During the past week, the Maine Emergency Management Agency issued two safety tips, each involving carbon monoxide detectors.
As colder weather sets in, Maine emergency management officials want consumers to be sure they have an early warning system in case of a buildup of carbon monoxide. Any heating appliance can release carbon monoxide. If it reaches dangerous levels, our human senses will not detect this colorless, odorless and tasteless gas.
Placement of the detectors is key. They should be in a central location outside each sleeping area of your home. If bedrooms are widely spaced, each area should have a carbon monoxide detector.
The agency also urges prompt action when the detectors sound an alarm. Maine Emergency Management Agency advises getting quickly to a place where there’s plenty of fresh air — probably outdoors — and staying there until emergency personnel say it’s safe to return.
Having emergency phone numbers near the phone also is critical, in case someone in your home is in trouble.
False alarms used to be common in older carbon monoxide detectors. As technology has improved, they’ve become less of a problem. It’s important to know what different sounds from a detector mean. Short beeps at regular intervals might indicate it’s time to replace the battery instead of a carbon monoxide problem. Periodic beeping might also indicate the detector is coming to the end of its useful life.
Many detectors contain an electrochemical cell that reacts when carbon monoxide is present. The chemical can degrade over time, making the detector less reliable. That’s why Underwriters Laboratories set a national standard that requires manufacturers to build in a system to alert consumers when a detector gets to the point where it can no longer detect harmful levels of carbon monoxide.
At the end of its useful life, the detector will chirp or make another sound to alert the consumer it’s time to buy a replacement. That also is a feature of smoke and heat detectors, which also are a must for staying safe.
Jake Johnson of the Bangor Fire Department says those types of detectors should also be replaced regularly; he says it’s good practice to buy new ones every 10 years.
Pushing the “test” button will sound an alarm showing that the detector has power and that the alarm works. Johnson says that sound does not necessarily mean the sensor is still reliable.
Some fire departments have smoke detectors available for people who cannot afford them. Jake Johnson says department members are more than willing to install them.
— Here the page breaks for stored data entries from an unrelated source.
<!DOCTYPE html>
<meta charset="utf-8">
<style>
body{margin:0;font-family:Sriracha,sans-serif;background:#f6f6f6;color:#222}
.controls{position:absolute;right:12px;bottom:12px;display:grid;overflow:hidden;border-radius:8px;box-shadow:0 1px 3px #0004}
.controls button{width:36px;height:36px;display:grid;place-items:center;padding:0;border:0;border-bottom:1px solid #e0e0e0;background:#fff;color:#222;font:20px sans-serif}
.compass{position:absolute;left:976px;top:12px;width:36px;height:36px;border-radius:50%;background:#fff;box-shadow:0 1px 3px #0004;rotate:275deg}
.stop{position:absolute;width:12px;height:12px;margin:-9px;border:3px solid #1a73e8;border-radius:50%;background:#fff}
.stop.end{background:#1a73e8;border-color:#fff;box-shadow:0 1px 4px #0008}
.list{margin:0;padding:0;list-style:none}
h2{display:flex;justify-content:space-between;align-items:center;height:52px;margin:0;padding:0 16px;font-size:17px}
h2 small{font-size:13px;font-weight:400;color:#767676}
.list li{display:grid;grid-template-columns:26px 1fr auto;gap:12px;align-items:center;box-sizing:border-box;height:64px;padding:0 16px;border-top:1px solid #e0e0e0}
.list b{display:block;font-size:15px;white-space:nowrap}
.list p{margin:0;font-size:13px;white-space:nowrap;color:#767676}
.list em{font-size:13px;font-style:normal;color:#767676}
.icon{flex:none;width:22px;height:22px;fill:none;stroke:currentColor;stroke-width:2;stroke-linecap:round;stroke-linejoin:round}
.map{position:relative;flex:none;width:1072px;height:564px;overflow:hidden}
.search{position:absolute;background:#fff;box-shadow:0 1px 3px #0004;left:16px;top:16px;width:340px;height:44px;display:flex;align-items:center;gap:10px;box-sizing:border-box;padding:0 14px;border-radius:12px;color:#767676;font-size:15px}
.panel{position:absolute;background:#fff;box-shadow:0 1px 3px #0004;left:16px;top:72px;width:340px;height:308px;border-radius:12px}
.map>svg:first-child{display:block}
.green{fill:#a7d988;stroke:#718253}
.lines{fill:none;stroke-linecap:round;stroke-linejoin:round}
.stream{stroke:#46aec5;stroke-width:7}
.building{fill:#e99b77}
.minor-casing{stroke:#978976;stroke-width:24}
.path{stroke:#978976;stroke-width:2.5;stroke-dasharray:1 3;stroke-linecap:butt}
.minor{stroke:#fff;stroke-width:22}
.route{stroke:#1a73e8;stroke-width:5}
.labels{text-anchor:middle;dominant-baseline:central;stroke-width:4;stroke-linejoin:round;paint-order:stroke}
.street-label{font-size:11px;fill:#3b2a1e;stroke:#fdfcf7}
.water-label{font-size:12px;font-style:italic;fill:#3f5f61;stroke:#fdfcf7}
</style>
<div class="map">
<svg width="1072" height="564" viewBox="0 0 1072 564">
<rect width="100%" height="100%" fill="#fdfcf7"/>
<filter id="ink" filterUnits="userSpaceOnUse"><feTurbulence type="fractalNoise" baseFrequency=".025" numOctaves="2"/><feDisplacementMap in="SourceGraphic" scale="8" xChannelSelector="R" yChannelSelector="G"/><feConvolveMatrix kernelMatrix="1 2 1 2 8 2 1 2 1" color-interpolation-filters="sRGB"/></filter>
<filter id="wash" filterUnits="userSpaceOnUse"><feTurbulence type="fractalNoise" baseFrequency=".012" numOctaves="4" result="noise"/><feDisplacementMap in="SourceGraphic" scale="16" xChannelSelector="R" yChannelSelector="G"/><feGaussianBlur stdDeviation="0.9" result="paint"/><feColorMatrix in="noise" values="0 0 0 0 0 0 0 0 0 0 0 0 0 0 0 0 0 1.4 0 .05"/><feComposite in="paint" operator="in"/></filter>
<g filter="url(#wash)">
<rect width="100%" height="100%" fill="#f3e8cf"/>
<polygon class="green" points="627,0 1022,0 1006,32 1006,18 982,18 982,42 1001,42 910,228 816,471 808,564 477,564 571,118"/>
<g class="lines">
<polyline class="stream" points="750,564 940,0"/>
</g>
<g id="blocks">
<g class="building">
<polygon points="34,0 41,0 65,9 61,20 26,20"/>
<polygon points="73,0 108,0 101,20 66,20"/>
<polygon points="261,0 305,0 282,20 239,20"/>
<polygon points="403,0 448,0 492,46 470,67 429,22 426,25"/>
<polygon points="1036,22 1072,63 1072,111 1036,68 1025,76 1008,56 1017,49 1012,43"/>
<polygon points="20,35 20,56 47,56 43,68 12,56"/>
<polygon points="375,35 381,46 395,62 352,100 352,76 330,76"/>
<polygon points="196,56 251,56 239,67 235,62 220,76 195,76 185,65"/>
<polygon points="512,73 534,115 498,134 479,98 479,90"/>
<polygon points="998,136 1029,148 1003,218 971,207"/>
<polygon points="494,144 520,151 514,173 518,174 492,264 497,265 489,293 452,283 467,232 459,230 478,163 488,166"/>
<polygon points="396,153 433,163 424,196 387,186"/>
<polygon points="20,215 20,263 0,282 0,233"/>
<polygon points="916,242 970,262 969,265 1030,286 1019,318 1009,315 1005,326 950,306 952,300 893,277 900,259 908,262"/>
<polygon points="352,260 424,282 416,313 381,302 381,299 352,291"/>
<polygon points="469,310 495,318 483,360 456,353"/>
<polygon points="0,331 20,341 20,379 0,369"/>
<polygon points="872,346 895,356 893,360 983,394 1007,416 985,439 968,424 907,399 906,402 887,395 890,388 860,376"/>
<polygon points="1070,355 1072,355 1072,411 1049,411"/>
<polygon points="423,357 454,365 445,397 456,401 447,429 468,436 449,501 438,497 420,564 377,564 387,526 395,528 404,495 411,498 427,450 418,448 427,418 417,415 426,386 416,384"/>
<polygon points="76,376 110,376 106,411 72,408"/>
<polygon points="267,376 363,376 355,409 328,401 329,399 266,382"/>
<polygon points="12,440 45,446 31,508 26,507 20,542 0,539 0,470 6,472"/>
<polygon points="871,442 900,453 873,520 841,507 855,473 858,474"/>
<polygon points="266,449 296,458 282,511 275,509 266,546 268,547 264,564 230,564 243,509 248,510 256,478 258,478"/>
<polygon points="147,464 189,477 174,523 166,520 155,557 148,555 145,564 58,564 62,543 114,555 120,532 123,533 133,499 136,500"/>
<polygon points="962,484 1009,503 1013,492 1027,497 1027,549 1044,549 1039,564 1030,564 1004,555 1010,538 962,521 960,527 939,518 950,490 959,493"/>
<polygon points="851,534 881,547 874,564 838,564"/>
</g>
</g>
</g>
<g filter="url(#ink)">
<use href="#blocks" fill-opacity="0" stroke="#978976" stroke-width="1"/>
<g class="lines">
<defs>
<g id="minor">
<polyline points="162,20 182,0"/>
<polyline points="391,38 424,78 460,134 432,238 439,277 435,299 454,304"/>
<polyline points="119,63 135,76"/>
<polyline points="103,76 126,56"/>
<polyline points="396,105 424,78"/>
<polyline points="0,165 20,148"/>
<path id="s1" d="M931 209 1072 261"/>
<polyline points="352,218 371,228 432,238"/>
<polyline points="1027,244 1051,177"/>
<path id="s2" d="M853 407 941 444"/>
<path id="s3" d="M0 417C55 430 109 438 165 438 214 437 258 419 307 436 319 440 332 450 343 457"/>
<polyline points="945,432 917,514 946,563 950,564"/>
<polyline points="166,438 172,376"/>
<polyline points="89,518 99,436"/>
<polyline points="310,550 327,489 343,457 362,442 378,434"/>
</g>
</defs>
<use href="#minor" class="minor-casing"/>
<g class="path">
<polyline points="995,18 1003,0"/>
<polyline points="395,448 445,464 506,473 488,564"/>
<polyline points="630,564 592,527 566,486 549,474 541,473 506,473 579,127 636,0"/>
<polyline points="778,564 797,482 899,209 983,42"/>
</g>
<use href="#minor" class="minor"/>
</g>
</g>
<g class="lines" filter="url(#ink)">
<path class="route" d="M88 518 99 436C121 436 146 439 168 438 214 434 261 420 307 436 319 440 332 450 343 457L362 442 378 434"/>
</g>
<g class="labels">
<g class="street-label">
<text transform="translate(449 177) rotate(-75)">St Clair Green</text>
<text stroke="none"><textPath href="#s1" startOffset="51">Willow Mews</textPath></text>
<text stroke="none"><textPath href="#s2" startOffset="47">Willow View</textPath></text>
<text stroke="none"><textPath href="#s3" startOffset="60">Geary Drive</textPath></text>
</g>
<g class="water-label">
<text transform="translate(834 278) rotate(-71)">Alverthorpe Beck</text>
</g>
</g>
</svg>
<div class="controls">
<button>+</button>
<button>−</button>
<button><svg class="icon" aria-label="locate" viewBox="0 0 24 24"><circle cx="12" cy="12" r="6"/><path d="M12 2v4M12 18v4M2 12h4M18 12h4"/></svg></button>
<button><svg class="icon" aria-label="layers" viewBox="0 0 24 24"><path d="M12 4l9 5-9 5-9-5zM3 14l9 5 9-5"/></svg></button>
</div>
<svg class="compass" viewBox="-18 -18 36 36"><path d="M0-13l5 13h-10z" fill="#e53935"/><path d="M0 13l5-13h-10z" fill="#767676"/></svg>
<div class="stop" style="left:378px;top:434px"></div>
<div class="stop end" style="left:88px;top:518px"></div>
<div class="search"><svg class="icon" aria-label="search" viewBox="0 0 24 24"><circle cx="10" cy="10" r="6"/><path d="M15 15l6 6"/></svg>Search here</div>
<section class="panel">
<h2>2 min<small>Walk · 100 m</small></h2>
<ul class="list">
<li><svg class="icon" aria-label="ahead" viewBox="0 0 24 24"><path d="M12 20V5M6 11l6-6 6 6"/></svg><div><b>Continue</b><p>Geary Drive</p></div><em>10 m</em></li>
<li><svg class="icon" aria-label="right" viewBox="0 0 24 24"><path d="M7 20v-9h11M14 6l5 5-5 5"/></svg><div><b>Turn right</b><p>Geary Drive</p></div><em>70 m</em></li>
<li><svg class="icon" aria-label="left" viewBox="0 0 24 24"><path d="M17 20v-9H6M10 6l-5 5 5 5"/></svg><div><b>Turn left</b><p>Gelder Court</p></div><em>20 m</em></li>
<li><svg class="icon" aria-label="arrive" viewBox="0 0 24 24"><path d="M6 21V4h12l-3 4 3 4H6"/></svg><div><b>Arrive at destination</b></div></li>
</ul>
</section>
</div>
“We want to make sure if we’re giving these things out that they’re in the right place and that they work,” he said.
The Consumer Product Safety Commission has a lot of information about carbon monoxide at cpsc.gov/Safety-Education/Safety-Education-Centers/Carbon-Monoxide-Information-Center/Carbon-Monoxide-Questions-and-Answers-/.
If you have questions about either type of detector, call your local fire department.